Interview Urs

Interview Urs

Wenn er etwas macht, dann richtig! Mit dieser Einstellung hat sich Urs dem Projekt «Eat & Train» gewidmet – und er hat es nicht bereut. Mit dem «tubelisicheren» Plan von Dario hat er es geschafft, sein Körperfettanteil massiv zu senken und gelernt sich bewusst zu ernähren.

Urs, woher kam dein Interesse für ein Eat & Train Coaching?
Wenn ich ehrlich bin, hatte ich zwar immer ein Fitness-Abo, habe dies aber eher schlecht als recht genützt. Ich bin zwar ein begeisterter Jogger und spiele gerne Golf, es fehlte mir jedoch an Krafttraining. Dies zeigte sich an Beschwerden im Rücken und an der Schulter. Man fühlt sich auf einmal alt!
Eigentlich möchte ich Dinge, die ich mache, richtigmachen und daher wollte ich auch das Thema Krafttraining professionell angehen. Dario wurde mir von Freunden empfohlen. Vor allem das Verhältnis zwischen Aufwand & Ertrag bei seinem Konzept überzeugte mich.

Hattest du Probleme mit deinem Gewicht?
Nein, eigentlich nicht! Ich bin 183cm gross und 70kg schwer. Mein Fettanteil liegt jedoch bei 15%, was relativ hoch ist. Dessen war ich mir schon vor dem Coaching bewusst.
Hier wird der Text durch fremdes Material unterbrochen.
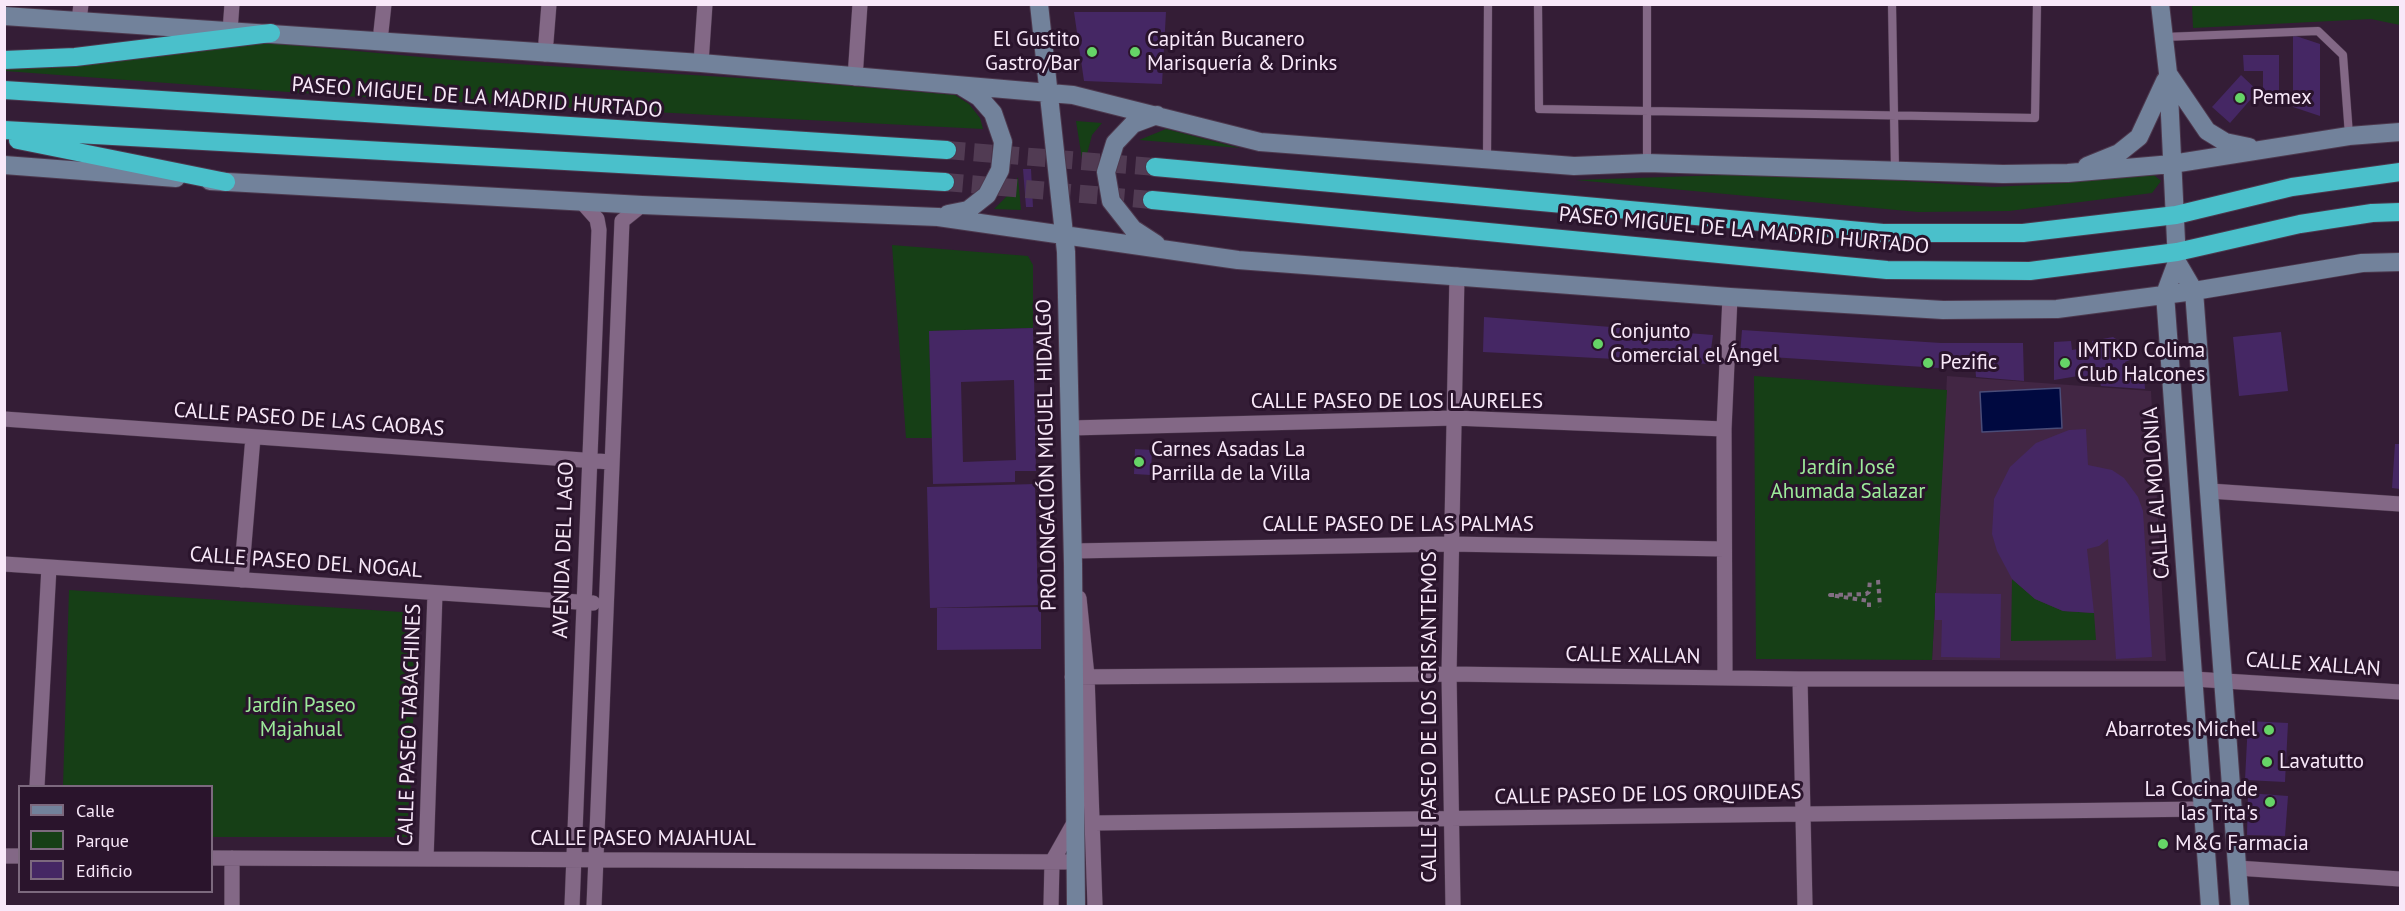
<!DOCTYPE html>
<html>
<head>
<meta charset="utf-8">
<style>
	body { margin:0 }
	#map { position:relative; width:2405px; height:911px; overflow:hidden; background:#341d36; font-family:"PT Sans",sans-serif }
	canvas { display:block }
	.frame { position:absolute; inset:0; border:6px solid #f8e8f9; pointer-events:none }
	.legend { position:absolute; left:18px; top:785px; width:195px; height:108px; box-sizing:border-box; background:#2a142c; border:2px solid #7c697e; margin:0; padding:8px 10px; list-style:none; font-size:18px; color:#f8e8f9 }
	.legend li { display:flex; align-items:center; gap:12px; height:30px }
	.legend b { width:30px; border:2px solid #7c697e }
</style>
</head>
<body>
<div id="map">
<canvas width="2405" height="911"></canvas>
<div class="frame"></div>
<ul class="legend">
<li><b style="height:8px;background:#72829b"></b>Calle</li>
<li><b style="height:16px;background:#163f16"></b>Parque</li>
<li><b style="height:16px;background:#452764"></b>Edificio</li>
</ul>
</div>
<script>
const ctx = document.querySelector('canvas').getContext('2d');
ctx.lineJoin = 'round';
function fillPath(path, color) {
  ctx.fillStyle = color;
  ctx.fill(path, 'evenodd');
}
function poly(rows) {
  const path = new Path2D();
  for (const r of rows) {
    path.moveTo(r[0], r[1]);
    for (let i = 2; i < r.length; i += 2) path.lineTo(r[i], r[i + 1]);
  }
  return path;
}
function trace(path, color, width, dash) {
  ctx.strokeStyle = color;
  ctx.lineWidth = width;
  ctx.lineCap = dash ? 'butt' : 'round';
  ctx.setLineDash(dash || []);
  ctx.stroke(path);
}
function drawText(font, color, halo, rows, align = 'center') {
  ctx.font = font + ' "PT Sans",sans-serif';
  ctx.lineWidth = 6;
  ctx.setLineDash([]);
  ctx.textBaseline = 'middle';
  ctx.strokeStyle = halo;
  ctx.fillStyle = color;
  for (const [text, x, y, turn = 0] of rows) {
    ctx.save();
    ctx.translate(x, y);
    ctx.rotate((+turn || 0) * Math.PI / 180);
    ctx.textAlign = isNaN(turn) ? turn : align;
    if (halo) ctx.strokeText(text, 0, 0);
    ctx.fillText(text, 0, 0);
    ctx.restore();
  }
}
const built = poly([
	[1947,376,2151,391,2166,661,1932,660]
]);
const green = poly([
	[2192,5,2400,5,2400,25,2371,19,2193,28],
	[259,42,453,60,804,82,955,95,969,104,980,118,983,129,343,96,5,71,4,68],
	[1076,121,1102,123,1092,135,1086,158,1082,159],
	[1166,129,1240,148,1139,140],
	[2149,171,2161,181,2152,193,2009,211,1918,212,1576,180,1784,173,1994,187,2066,183],
	[1018,177,1021,210,994,209,1008,195],
	[892,245,1028,256,1033,265,1033,328,929,331,932,438,906,438],
	[1754,376,1947,390,1932,660,1756,659],
	[2012,579,2035,599,2063,611,2094,613,2096,640,2011,641],
	[69,590,417,613,409,837,212,837,212,786,63,786]
]);
const water = poly([
	[2060,388,2062,428,1982,432,1980,392,2060,388]
]);
const building = poly([
	[1074,12,1166,12,1162,84,1084,81],
	[2293,35,2320,44,2320,116,2293,107],
	[2243,55,2279,55,2279,98,2263,98,2263,71,2244,71],
	[2241,75,2258,91,2230,123,2212,107],
	[1023,169,1031,169,1033,207,1026,207],
	[1484,317,1713,335,1709,364,1483,352],
	[1033,328,1036,471,1015,471,1015,482,933,484,929,331],
	[1014,380,1016,460,963,462,961,382],
	[1742,330,1941,343,2023,343,2024,381,1976,377,1975,364,1940,361,1939,368,1740,355],
	[2281,332,2288,391,2239,396,2233,337],
	[2113,337,2127,346,2130,360,2125,362,2128,372,2144,373,2145,389,2101,386,2099,377,2079,382,2078,376,2054,380,2054,342,2071,341,2072,350,2093,346,2092,341],
	[2086,429,2088,465,2112,470,2124,478,2138,497,2143,511,2152,657,2116,659,2108,539,2099,546,2087,549,2094,613,2063,611,2035,599,2012,579,1997,551,1992,534,1994,499,2010,467,2036,443,2069,430],
	[2395,444,2400,444,2400,489,2392,488],
	[1135,449,1152,450,1151,475,1134,474],
	[1035,484,1038,605,930,608,927,487],
	[1935,593,2001,594,2000,658,1941,657,1942,620,1935,620],
	[1041,607,1041,649,937,650,937,608],
	[2248,721,2288,723,2285,782,2245,780],
	[2248,793,2288,796,2285,836,2247,835]
]);
const highwayTunnel = poly([
	[947,150,1155,167],
	[945,182,1152,200]
]);
const path = poly([
	[1878,580,1880,607],
	[1869,607,1869,601,1830,595,1866,594,1869,592,1870,579]
]);
const lane = poly([
	[1538,4,1539,109,2035,118,2037,4],
	[1647,4,1647,162],
	[1892,4,1895,170],
	[2164,37,2318,31,2343,55,2349,135],
	[1487,159,1488,4]
]);
const street = poly([
	[79,21,81,4],
	[230,31,232,4],
	[380,41,384,4],
	[545,54,549,4],
	[701,63,705,4],
	[855,78,860,4],
	[4,419,611,462],
	[1071,428,1454,418,1724,429],
	[2210,491,2400,504],
	[1073,551,1450,544,1724,549],
	[4,564,593,603],
	[241,580,253,437],
	[1079,598,1087,676,1095,906],
	[1072,677,1449,674,1800,679,2193,679,2400,692],
	[1725,678,1724,429,1730,297],
	[1800,679,1805,906],
	[37,786,49,567],
	[1094,823,2203,809],
	[4,856,20,856],
	[212,858,1075,862],
	[426,859,435,593],
	[2237,868,2400,879],
	[232,906,232,858],
	[572,906,599,230,597,219,581,201],
	[594,906,622,221,642,205],
	[1051,906,1052,862,1074,823],
	[1453,906,1449,674,1457,275]
]);
const secondary = poly([
	[1039,4,1066,252,1073,564,1076,906],
	[2160,4,2168,73,2177,262,2165,294,2210,906],
	[4,16,701,63,1073,95,1260,142,1574,166,1647,163,2003,174,2068,173,2172,164,2349,136,2400,132],
	[2169,75,2207,131,2225,142,2249,147],
	[4,165,176,178],
	[2087,166,2119,153,2139,137,2165,81],
	[210,181,642,205,938,217,1238,260,1730,297,1943,310,2057,309,2194,291,2362,263,2400,262],
	[948,214,968,210,987,195,1000,170,1003,142,993,113,979,97,961,86],
	[1156,244,1133,229,1111,201,1106,172,1115,143,1133,124,1157,115],
	[2177,262,2194,291,2240,906]
]);
const highway = poly([
	[4,60,75,57,271,33],
	[4,90,947,150],
	[4,130,945,182],
	[18,140,226,182],
	[1155,167,1883,233,2023,233,2176,215,2292,187,2400,172],
	[1152,200,1887,270,2030,271,2177,252,2300,224,2372,213,2400,212]
]);
const markers = [
	[1092,52,6,"#66d467"],
	[1135,52,6,"#66d467"],
	[2240,98,6,"#66d467"],
	[1598,344,6,"#66d467"],
	[1928,363,6,"#66d467"],
	[2065,363,6,"#66d467"],
	[1139,462,6,"#66d467"],
	[2269,730,6,"#66d467"],
	[2267,762,6,"#66d467"],
	[2270,802,6,"#66d467"],
	[2163,844,6,"#66d467"]
];
const poiNames = [
	["El Gustito",1080,40,"right"],
	["Gastro/Bar",1080,64,"right"],
	["Capitán Bucanero",1147,40],
	["Marisquería & Drinks",1147,64],
	["Pemex",2252,98],
	["Conjunto",1610,332],
	["Comercial el Ángel",1610,356],
	["IMTKD Colima",2077,351],
	["Club Halcones",2077,375],
	["Pezific",1940,363],
	["Carnes Asadas La",1151,450],
	["Parrilla de la Villa",1151,474],
	["Abarrotes Michel",2257,730,"right"],
	["Lavatutto",2279,762],
	["La Cocina de",2258,790,"right"],
	["las Tita's",2258,814,"right"],
	["M&G Farmacia",2175,844]
];
const streetNames = [
	["PASEO MIGUEL DE LA MADRID HURTADO",477,98,4],
	["PASEO MIGUEL DE LA MADRID HURTADO",1744,231,5],
	["CALLE PASEO DE LOS LAURELES",1397,402],
	["CALLE PASEO DE LAS CAOBAS",309,420,4],
	["PROLONGACIÓN MIGUEL HIDALGO",1047,455,-91],
	["CALLE ALMOLONIA",2157,493,-94],
	["CALLE PASEO DE LAS PALMAS",1398,525],
	["AVENIDA DEL LAGO",564,550,-88],
	["CALLE PASEO DEL NOGAL",306,563,4],
	["CALLE XALLAN",1633,656,1],
	["CALLE XALLAN",2313,665,4],
	["CALLE PASEO DE LOS CRISANTEMOS",1430,717,-90],
	["CALLE PASEO TABACHINES",410,725,-88],
	["CALLE PASEO DE LOS ORQUIDEAS",1648,795,-1],
	["CALLE PASEO MAJAHUAL",643,839]
];
const parkNames = [
	["Jardín José",1848,468],
	["Ahumada Salazar",1848,492],
	["Jardín Paseo",301,706],
	["Majahual",301,730]
];
fillPath(built, '#422644');
fillPath(green, '#163f16');
fillPath(water, '#000940');
trace(water, '#4a4c78', 1.5);
fillPath(building, '#452764');
trace(highwayTunnel, '#513b53', 18, [18, 9]);
trace(lane, '#4c384d', 9);
trace(street, '#4c384d', 16);
trace(secondary, '#4c384d', 20);
trace(highway, '#4c384d', 20);
trace(path, '#826e83', 4, [4.5, 4.5]);
trace(lane, '#836886', 8);
trace(street, '#836886', 15);
trace(secondary, '#72829b', 18);
trace(highway, '#4ac0cb', 18);
for (const [x, y, r, color] of markers) {
  const dot = new Path2D();
  dot.arc(x, y, r, 0, 2 * Math.PI);
  ctx.fillStyle = color;
  ctx.fill(dot);
  trace(dot, '#2a142c', 2);
}
drawText('21px', '#f8e8f9', '#2a142c', poiNames, 'left');
drawText('21px', '#f8e8f9', '#2a142c', streetNames);
drawText('21px', '#9ceb9a', '#2a142c', parkNames);
</script>
</body>
</html>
Ich bin ein typischer Kandidat für zu viel Bauchfett, was langfristig nicht wirklich gesund ist.
Zudem habe ich nie begriffen, wieso ich trotz meinem angefressenen Jogging zu viel Fett hatte.

Hattest du vor deinem Start im November 2017 ein konkretes Ziel im Kopf?
Mein Ziel war es, meinen Körperfettanteil zu senken und Muskeln aufzubauen. Langfristig möchte ich damit meinen Schulter- und Rückenproblemen vorbeugen.
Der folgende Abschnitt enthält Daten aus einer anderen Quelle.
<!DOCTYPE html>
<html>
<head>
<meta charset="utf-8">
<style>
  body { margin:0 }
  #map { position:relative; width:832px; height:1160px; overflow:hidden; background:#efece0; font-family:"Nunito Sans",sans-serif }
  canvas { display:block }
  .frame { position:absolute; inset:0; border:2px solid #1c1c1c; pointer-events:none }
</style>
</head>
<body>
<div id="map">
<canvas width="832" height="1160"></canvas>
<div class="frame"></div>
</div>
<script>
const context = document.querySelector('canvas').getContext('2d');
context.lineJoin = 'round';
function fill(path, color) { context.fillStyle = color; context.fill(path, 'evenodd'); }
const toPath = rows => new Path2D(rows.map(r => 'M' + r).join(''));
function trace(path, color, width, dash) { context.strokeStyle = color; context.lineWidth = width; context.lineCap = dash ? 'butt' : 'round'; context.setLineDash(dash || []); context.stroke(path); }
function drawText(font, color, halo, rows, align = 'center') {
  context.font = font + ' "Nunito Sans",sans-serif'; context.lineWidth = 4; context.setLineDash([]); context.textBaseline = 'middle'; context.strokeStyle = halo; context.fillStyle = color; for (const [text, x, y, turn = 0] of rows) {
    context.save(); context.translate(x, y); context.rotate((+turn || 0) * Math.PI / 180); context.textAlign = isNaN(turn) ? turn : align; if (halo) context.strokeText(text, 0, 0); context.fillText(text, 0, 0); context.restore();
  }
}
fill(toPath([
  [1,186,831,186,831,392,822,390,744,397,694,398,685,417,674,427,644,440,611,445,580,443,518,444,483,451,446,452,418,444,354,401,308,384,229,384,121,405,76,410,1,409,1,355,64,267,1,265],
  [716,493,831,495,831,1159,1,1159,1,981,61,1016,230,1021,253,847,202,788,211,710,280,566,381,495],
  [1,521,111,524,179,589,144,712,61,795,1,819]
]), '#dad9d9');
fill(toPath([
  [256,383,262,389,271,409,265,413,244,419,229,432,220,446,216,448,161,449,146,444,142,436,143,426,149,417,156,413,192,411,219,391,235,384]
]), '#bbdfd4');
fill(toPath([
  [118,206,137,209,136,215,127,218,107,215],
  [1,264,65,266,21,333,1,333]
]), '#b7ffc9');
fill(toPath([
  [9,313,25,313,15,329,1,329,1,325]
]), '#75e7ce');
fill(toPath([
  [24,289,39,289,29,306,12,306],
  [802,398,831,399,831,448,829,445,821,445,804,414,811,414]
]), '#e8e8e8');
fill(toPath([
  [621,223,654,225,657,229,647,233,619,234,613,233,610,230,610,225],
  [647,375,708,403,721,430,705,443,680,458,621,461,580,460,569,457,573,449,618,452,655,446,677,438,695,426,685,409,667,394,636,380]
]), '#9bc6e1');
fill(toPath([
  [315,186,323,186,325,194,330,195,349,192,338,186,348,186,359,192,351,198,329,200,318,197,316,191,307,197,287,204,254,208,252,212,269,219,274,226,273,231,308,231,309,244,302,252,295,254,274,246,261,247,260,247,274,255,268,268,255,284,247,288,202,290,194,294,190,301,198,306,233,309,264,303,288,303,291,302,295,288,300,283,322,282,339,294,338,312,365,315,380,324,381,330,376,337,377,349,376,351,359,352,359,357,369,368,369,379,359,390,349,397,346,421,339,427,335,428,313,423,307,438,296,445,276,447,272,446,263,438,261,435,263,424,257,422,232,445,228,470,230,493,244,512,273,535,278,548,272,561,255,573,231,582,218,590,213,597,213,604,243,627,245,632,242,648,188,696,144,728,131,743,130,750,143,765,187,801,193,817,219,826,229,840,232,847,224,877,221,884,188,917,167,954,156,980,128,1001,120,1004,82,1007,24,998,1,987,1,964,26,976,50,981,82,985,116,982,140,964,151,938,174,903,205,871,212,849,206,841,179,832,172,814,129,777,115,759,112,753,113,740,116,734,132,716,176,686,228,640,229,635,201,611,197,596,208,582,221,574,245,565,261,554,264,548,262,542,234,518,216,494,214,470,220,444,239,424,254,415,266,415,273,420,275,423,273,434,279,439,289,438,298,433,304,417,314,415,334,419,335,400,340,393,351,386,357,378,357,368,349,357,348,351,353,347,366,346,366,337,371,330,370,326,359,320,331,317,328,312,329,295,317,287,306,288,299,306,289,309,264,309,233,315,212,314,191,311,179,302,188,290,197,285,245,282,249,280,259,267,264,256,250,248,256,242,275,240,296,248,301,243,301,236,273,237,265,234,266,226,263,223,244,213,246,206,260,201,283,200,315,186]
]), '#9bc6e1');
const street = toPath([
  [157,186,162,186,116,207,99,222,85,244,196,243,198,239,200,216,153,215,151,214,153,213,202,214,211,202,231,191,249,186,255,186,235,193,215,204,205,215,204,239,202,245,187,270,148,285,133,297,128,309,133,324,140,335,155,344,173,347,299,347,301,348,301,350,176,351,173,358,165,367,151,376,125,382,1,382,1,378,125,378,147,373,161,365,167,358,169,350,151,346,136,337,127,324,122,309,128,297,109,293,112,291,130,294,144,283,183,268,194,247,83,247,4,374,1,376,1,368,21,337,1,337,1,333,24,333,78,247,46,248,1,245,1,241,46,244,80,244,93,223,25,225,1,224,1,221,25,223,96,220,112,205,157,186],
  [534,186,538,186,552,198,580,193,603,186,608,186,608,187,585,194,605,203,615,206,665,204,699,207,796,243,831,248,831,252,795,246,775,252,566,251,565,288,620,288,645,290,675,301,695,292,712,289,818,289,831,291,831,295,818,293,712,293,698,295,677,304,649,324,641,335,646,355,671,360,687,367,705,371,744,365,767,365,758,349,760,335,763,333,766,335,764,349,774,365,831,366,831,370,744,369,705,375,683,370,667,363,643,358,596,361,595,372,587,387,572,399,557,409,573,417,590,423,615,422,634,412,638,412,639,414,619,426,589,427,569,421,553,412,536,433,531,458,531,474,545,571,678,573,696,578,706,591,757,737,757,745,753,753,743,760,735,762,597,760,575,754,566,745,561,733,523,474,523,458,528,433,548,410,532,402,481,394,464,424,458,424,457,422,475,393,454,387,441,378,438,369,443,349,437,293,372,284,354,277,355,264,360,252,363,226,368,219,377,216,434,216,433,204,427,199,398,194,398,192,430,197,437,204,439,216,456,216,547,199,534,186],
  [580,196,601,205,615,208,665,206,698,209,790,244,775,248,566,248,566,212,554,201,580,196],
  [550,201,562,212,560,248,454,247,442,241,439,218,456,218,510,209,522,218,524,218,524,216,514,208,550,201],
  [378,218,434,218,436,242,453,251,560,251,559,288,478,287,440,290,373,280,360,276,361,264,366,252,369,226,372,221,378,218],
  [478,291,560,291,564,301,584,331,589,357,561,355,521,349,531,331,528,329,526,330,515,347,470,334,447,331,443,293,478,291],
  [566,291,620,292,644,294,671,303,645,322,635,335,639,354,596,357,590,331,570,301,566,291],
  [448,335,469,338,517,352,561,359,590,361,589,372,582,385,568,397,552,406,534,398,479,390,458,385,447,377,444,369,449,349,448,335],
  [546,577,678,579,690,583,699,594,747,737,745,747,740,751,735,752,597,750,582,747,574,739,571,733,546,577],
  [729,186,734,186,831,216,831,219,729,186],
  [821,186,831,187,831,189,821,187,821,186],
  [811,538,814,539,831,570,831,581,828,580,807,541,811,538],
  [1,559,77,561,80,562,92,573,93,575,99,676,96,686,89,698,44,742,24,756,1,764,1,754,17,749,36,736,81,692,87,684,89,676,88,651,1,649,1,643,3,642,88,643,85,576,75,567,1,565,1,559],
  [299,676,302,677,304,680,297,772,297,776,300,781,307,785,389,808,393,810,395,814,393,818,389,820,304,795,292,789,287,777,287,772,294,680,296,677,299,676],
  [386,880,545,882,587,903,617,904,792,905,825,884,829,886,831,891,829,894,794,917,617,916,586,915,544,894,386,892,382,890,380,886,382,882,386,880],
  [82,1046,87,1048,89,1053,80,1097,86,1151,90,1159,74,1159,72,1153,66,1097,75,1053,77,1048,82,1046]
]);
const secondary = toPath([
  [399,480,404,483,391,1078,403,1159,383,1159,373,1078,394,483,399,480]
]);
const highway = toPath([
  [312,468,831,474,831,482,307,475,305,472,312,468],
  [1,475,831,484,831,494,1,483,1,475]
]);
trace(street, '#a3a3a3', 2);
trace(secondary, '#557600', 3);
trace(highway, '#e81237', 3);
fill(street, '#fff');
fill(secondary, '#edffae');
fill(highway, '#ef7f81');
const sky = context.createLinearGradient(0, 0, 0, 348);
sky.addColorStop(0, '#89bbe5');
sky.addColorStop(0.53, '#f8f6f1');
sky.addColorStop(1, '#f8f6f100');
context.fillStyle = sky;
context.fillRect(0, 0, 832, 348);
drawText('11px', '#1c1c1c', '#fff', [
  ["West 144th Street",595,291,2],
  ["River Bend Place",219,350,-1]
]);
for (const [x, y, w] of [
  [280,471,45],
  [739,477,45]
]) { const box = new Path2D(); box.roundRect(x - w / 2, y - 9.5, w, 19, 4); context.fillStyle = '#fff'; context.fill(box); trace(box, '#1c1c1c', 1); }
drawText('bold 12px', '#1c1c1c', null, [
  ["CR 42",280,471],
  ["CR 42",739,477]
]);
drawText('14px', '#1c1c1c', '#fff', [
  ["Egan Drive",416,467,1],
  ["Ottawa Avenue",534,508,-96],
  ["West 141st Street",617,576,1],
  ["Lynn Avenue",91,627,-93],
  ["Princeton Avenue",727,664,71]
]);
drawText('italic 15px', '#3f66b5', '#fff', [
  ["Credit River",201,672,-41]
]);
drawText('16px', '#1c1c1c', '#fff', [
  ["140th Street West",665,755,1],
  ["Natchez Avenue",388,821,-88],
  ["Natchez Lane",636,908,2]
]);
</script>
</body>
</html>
Wie sah dein Programm aus für deine spezifischen Ziele?
Der wichtigste Bestandteil in der ersten Phase war der Enährungsplan. Um meine Ziele zu erreichen, begann ich Kalorien zu reduzieren und natürlich zu zählen. In dieser Zeit war der Sport sekundär.

Wieso war die Ernährung der Schlüssel zum Erfolg?
Ich wusste früher kaum, wie man Kalorien zählen kann. Ich habe nie auf Inhaltsstoffe und die Zusammensetzung von Lebensmittel geachtet. Alle diese vielen Kleinigkeiten wurden mir erst durch das Coaching von Dario bewusst.

Konntest du deinen Plan in Phase 1 problemlos umsetzten?
Dario gab mir sehr viele praktische Tipps, was extrem wertvoll war. Obwohl ich mich mehr mit dem Thema auseinandersetzte, wollte ich nicht Stunden in der Küche verbringen. Der Plan war aber so gestaltet, dass ich auch ohne grosses Vorkochen und mühsames Einkaufen im Alltag problemlos zurechtkam.
Natürlich verzichtete ich ganz auf Wein und ass im Restaurant bewusster. Damit kam ich gut zurecht.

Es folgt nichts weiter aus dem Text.